= Beginning of Section =

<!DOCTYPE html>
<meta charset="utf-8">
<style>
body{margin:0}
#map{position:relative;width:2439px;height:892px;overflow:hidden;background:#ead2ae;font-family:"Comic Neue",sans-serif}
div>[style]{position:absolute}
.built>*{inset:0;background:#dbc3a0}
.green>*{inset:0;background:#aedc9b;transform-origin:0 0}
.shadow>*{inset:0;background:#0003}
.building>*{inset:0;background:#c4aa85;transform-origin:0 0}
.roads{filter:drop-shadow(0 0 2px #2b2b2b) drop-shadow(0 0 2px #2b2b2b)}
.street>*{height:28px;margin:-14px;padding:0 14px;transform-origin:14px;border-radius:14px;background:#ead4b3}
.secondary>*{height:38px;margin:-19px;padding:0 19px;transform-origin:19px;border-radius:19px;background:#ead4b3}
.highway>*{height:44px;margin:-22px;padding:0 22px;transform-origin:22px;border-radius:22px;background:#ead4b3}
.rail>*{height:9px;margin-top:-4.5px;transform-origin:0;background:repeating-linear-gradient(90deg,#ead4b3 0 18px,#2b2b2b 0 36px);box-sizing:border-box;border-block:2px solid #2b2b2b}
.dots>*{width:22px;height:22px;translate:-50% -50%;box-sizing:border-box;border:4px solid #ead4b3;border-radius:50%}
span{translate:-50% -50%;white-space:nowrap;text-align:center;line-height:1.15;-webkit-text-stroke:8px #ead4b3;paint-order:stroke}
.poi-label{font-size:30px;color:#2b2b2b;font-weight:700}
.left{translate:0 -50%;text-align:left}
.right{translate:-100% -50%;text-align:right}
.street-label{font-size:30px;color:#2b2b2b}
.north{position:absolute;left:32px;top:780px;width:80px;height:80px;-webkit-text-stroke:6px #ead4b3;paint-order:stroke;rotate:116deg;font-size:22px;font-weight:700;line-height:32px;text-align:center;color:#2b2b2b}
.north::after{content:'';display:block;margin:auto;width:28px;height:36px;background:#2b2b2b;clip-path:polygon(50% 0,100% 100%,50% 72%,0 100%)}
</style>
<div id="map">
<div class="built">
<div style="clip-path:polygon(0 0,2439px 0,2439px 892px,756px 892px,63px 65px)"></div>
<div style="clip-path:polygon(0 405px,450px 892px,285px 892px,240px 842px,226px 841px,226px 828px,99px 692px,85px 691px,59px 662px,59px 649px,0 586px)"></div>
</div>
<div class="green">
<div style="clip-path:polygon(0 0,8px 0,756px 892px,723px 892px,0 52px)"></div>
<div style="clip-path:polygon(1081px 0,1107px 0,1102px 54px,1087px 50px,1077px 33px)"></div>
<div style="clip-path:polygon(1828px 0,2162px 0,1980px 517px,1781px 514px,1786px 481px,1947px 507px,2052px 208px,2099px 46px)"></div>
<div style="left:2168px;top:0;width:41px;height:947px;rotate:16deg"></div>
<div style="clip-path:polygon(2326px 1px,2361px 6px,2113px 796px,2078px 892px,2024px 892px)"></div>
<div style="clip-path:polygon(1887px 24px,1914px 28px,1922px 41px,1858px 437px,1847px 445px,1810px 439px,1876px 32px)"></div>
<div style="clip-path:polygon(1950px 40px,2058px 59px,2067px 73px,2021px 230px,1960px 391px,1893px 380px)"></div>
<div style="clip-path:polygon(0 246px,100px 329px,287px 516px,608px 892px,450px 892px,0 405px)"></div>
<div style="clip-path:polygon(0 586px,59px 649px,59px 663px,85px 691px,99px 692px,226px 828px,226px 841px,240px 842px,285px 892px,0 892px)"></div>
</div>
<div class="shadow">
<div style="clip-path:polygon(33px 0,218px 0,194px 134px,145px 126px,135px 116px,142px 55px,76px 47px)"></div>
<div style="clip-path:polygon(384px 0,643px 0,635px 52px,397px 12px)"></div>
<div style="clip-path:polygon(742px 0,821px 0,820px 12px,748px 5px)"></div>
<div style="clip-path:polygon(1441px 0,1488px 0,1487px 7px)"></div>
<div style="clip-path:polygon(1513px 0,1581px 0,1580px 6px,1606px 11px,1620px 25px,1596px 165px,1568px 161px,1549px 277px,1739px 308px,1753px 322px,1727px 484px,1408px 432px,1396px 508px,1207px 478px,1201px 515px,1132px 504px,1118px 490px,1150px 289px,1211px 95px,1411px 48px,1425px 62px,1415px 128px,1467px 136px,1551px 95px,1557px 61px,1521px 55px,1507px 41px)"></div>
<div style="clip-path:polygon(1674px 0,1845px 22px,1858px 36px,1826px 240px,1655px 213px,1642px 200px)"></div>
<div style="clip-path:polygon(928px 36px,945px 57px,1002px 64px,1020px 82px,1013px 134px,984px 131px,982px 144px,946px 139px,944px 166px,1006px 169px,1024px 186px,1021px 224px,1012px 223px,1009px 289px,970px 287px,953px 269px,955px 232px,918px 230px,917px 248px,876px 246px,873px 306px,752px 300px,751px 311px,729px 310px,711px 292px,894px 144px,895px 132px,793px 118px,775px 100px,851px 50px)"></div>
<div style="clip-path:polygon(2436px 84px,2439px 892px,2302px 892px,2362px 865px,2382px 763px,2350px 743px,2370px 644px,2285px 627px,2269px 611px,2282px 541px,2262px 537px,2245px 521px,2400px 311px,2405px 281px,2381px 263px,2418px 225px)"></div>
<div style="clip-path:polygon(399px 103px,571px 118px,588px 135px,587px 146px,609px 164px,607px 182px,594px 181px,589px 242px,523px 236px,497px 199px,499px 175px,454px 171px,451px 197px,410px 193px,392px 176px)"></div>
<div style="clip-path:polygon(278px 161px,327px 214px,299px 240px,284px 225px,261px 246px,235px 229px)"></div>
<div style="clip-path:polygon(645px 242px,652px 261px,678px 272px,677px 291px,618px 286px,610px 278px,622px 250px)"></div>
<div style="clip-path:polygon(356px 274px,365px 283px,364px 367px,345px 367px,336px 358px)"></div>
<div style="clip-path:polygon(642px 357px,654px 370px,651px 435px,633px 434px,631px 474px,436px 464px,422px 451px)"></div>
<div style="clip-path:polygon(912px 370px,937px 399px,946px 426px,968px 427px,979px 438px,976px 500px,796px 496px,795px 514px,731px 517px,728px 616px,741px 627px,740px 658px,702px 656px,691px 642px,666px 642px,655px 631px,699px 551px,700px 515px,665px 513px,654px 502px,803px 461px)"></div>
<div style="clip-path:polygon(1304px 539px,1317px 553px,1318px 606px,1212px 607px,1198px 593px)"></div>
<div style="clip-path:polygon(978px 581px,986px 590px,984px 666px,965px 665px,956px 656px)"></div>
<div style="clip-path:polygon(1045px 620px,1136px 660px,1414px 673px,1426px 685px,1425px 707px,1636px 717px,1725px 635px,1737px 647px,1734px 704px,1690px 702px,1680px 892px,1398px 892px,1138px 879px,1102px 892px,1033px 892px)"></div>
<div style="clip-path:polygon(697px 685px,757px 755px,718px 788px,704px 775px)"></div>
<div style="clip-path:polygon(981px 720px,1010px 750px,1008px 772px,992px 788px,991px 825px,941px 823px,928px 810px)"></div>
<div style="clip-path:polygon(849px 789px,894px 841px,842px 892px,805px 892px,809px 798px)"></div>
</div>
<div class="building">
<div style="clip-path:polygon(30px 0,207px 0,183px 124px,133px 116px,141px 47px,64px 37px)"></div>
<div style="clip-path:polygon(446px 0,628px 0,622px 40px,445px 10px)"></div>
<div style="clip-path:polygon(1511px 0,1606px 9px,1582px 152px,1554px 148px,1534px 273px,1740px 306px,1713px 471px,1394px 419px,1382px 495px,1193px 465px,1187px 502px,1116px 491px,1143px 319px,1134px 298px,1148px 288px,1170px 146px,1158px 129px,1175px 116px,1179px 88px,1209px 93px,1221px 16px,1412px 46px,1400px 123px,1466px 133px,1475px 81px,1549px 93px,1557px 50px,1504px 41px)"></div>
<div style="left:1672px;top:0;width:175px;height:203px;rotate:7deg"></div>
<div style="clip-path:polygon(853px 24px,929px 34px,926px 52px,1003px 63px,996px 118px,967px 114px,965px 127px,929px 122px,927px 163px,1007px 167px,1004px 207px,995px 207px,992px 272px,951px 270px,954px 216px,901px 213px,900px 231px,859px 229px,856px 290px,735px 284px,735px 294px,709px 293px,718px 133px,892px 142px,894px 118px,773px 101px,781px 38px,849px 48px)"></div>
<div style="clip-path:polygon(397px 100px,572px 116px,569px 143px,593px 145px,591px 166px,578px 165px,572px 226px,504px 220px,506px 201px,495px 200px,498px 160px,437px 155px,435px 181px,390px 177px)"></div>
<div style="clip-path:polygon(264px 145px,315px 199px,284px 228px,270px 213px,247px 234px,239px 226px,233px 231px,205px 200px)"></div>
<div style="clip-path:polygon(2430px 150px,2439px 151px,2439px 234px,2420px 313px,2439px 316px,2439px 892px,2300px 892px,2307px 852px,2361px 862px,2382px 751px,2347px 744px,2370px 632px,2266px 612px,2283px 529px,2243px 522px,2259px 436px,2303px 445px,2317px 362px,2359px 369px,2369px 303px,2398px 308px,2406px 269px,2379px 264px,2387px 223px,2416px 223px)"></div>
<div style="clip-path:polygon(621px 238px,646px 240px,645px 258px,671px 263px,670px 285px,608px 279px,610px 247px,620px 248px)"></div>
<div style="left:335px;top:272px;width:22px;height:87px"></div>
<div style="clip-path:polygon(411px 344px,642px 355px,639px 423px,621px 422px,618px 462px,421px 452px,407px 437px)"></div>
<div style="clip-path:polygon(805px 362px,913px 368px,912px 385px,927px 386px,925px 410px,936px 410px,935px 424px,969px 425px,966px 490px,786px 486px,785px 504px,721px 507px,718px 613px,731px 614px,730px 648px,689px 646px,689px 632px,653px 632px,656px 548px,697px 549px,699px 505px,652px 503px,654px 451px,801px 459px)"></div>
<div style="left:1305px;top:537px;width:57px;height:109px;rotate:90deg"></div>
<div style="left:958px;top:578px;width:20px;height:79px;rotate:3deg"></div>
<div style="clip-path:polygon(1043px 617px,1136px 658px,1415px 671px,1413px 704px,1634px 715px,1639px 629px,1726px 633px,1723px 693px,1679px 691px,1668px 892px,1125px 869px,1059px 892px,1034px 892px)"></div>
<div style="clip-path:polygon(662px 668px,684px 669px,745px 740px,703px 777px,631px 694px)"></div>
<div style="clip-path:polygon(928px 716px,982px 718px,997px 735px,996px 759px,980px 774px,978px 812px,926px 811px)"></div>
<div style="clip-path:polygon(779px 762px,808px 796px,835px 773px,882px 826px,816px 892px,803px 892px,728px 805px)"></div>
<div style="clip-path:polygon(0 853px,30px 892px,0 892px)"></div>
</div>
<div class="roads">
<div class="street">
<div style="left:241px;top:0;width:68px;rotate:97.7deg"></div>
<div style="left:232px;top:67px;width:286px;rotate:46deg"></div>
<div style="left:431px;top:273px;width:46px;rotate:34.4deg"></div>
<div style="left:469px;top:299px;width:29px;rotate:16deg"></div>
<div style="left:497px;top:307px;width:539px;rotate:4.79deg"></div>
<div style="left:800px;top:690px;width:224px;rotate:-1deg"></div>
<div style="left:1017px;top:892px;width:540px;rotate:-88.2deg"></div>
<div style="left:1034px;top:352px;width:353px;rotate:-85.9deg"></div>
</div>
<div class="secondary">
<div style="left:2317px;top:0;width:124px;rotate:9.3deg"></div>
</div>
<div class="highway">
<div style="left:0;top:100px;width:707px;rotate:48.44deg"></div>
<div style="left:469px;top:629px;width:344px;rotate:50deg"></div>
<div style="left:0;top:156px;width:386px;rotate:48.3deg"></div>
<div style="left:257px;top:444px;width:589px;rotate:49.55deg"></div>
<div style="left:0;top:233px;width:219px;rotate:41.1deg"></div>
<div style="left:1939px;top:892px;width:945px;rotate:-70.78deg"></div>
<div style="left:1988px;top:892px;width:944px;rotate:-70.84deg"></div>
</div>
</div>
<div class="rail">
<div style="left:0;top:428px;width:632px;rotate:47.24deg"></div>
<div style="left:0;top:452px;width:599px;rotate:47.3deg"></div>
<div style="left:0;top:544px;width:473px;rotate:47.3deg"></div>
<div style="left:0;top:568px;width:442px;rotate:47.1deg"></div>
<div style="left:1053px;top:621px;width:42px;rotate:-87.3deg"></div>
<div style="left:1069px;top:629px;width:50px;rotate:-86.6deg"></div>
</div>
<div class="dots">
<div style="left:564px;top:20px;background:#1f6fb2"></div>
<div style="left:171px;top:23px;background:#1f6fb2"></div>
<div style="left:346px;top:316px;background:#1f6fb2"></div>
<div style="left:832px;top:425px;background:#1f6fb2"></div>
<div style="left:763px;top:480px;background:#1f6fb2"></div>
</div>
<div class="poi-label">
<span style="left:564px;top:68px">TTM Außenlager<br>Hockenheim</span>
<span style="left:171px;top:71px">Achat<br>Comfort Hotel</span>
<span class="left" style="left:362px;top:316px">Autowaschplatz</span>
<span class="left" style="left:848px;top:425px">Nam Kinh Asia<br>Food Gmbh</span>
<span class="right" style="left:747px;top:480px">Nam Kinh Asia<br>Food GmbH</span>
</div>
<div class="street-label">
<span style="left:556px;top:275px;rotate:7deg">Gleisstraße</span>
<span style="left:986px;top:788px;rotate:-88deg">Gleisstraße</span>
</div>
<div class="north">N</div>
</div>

= End of Section =

→ AIM OF THE TASK
Your task is to return each line of the data above that contains the string "green".

→ PROBLEM SOLUTION
.green>*{inset:0;background:#aedc9b;transform-origin:0 0}
<div class="green">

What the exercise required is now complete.